The Beyond the Border Canada-U.S. Resiliency Experiment (CAUSE)
The need for improved communications interoperability including shared situational awareness, and coordinated alerts and warnings across the bi-national border has become a priority focus of the action plan enumerated in the U.S.-Canada joint declaration by President Obama and Prime Minister Harper, Beyond the Border: A Shared Vision for Perimeter Security and Economic Competitiveness. In order to facilitate achievement of this vision, CAUSE experiments serve to test and evaluate technologies and processes that may enable cross-border information sharing to occur. The second Canada-U.S. Resiliency Experiment (CAUSE) held March 5-6, 2013 was successful at enabling local, state, provincial and national incident management and alerting systems to work together seamlessly for the first time.
This achievement was driven by G&H, as the lead contractor supporting DHS’s efforts in CAUSE. The G&H team was able to successfully empower agencies to share and use information in their native operational environment using disparate systems. This includes Canada’s Multi-Agency Situational Awareness System (MASAS), FEMA’s Integrated Public Alert and Warning System (IPAWS), the Virtual USA Information Sharing Library, the Mutual Aid Support System (see Mutual Aid Case Study), Virtual Maine and numerous tools and databases employed by local first responders.
G&H played two primary roles in contributing to the success of this experiment. First G&H solved multiple technical hurdles in order to enable these systems to interoperate for the very first time. One effort was working with Maine Emergency Management Agency to consume and use Canadian MASAS incident reports for the very first time since they began this dialogue two years ago. Another effort included working with IPAWS to develop a means by which agencies can view, filter and use relevant alert and warning information in their geospatial operations viewer. Additoinally, G&H worked to build capacity of the Canada-U.S. Resiliency Experiment participants in Maine and New Brunswick to discover, consume, publish, share and use incident specific data in the form of alerts, warnings, geographically depicted situation reports and more. This resulted in developing several new methods by which MASAS data and IPAWS alerts and can be used in the native geospatial viewer hosted by an agency. The experiment is a key action item in the Beyond the Border Action Plan adopted by the U.S. and Canada and will serve as a benchmark for future bi-national collaborations.
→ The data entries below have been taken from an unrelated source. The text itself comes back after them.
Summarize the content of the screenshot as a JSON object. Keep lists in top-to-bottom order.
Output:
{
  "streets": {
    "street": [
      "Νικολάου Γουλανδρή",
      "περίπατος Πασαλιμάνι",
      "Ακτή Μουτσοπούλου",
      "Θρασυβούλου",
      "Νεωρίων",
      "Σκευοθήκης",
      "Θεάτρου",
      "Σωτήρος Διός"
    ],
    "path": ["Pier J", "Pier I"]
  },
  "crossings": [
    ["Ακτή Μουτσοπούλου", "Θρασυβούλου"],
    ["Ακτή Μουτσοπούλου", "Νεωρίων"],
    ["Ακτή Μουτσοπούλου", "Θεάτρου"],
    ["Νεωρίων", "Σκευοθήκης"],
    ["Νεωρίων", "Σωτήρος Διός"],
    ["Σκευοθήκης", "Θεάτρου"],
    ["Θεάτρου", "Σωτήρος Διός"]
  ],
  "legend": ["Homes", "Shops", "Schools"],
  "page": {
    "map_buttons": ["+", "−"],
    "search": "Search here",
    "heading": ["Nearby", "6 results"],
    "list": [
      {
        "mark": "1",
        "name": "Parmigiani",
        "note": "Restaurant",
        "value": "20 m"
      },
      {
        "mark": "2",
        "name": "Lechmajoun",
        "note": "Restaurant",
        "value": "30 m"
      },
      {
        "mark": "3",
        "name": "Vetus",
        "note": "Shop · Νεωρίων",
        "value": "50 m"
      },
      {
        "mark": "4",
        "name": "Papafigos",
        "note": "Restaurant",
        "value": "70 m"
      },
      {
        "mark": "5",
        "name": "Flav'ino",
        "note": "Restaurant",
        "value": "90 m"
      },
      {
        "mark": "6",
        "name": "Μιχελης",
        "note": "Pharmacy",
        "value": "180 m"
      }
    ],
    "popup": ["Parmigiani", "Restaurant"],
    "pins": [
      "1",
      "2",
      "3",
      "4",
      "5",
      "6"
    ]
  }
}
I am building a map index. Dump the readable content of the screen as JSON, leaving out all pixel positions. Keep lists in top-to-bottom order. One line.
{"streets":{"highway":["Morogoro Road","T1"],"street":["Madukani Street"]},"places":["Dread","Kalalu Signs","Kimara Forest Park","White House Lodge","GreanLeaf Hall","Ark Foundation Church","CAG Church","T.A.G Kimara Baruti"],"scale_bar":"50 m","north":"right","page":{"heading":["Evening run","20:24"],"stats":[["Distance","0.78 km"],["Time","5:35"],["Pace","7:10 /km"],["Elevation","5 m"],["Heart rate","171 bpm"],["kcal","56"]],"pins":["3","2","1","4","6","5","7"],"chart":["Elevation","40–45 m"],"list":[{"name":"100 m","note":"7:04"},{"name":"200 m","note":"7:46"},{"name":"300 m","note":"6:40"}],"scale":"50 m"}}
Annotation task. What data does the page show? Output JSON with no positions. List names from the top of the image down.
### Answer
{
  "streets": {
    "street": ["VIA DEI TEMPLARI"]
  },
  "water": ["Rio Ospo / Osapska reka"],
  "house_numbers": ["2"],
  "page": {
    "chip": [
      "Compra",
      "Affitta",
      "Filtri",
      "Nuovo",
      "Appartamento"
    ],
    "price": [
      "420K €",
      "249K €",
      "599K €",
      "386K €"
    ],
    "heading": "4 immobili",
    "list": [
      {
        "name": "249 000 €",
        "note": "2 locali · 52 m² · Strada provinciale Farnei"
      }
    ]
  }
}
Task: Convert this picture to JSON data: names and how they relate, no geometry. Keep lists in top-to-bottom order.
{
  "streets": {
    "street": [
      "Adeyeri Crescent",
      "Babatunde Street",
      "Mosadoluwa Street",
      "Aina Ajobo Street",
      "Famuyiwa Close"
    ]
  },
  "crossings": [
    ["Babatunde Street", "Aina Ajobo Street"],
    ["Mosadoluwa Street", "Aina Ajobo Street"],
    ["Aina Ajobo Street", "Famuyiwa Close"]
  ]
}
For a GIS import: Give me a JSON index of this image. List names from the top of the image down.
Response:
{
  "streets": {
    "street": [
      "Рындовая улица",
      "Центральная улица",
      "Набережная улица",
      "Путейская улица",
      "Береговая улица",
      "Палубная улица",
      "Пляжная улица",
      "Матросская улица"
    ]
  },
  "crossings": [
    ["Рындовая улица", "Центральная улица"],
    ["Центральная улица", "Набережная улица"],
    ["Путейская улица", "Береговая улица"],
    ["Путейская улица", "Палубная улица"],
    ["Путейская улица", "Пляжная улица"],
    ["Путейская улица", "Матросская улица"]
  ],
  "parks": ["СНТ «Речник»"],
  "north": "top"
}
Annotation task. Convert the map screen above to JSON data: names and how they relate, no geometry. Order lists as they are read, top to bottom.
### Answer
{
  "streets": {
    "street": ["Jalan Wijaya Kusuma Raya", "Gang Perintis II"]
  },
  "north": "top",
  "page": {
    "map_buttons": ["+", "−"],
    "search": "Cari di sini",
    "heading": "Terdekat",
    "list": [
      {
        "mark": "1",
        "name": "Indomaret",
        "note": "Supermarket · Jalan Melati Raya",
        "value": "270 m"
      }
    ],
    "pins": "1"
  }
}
"Our Government continues to work with our partners to advance the Beyond the Border Action Plan," said the Honourable Vic Toews, Minister of Public Safety. "Interoperable technology improves cross border communications and therefore contributes to building safety and security on both sides of the border. The CAUSE demonstration highlights the important progress for harmonizing cross border response capacity."